- Assignment: Give the number of lines containing "bounding" in this listing, with no other words.

-------

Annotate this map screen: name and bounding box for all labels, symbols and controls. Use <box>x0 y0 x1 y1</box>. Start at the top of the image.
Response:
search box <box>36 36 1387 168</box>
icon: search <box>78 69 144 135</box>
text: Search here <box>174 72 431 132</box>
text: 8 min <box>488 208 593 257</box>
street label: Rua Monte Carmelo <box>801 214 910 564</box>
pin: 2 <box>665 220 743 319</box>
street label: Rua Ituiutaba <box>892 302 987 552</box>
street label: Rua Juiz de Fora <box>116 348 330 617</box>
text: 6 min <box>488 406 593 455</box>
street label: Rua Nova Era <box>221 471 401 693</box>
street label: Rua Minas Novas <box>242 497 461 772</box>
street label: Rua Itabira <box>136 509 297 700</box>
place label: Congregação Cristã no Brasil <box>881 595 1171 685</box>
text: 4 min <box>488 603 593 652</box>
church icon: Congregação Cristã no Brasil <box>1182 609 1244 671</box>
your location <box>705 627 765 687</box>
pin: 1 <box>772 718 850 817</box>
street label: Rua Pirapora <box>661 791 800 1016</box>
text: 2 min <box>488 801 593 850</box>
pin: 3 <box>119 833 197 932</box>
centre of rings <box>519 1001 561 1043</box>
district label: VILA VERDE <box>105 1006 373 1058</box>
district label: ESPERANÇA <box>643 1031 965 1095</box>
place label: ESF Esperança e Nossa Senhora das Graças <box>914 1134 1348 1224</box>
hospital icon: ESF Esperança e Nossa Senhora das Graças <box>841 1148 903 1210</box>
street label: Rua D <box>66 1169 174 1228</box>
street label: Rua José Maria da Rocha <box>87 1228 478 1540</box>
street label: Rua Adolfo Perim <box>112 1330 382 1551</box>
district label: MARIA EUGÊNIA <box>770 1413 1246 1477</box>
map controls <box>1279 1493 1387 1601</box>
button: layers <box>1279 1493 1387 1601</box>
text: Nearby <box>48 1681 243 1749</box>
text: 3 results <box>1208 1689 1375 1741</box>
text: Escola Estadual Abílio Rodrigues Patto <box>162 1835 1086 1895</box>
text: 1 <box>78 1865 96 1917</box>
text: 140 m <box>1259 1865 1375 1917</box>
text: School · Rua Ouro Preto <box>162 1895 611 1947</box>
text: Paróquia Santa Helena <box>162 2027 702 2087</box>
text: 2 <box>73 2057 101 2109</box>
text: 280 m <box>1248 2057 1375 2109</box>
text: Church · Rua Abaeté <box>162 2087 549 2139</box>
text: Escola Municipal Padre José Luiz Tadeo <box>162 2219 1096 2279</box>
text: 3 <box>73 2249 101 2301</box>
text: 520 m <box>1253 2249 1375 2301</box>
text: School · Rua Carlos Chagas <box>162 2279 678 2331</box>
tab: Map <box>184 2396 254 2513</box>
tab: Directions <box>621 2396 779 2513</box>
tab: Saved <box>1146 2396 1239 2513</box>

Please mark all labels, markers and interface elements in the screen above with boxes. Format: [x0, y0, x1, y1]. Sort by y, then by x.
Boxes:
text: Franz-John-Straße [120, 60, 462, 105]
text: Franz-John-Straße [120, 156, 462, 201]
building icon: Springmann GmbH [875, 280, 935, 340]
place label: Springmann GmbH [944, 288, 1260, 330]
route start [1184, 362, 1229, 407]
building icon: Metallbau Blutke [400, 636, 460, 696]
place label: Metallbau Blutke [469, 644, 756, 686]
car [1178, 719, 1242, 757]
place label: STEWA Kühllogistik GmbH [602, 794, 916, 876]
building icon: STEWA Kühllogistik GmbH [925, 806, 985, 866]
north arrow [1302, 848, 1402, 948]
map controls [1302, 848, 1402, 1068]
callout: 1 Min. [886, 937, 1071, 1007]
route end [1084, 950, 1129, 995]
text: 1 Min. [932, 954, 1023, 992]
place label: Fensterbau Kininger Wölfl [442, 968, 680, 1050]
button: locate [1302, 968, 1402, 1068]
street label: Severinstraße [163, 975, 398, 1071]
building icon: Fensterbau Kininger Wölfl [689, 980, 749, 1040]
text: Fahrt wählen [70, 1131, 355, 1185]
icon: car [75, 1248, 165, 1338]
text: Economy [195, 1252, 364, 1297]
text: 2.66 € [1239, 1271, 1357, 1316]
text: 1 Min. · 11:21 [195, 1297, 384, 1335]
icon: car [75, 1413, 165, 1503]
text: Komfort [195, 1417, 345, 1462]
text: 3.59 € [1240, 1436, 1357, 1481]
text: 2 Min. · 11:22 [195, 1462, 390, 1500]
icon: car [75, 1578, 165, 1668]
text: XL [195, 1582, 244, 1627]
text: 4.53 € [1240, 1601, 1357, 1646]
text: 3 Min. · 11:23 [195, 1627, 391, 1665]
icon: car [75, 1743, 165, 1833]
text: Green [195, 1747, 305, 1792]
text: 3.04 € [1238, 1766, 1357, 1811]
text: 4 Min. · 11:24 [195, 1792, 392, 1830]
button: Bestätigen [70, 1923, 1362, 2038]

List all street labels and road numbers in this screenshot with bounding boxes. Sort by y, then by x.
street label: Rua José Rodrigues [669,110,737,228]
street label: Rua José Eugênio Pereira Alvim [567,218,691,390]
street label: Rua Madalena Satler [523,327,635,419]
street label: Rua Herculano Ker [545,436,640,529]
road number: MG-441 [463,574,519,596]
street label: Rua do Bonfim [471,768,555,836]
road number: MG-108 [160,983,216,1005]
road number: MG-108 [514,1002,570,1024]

-------

- Output of the task: 2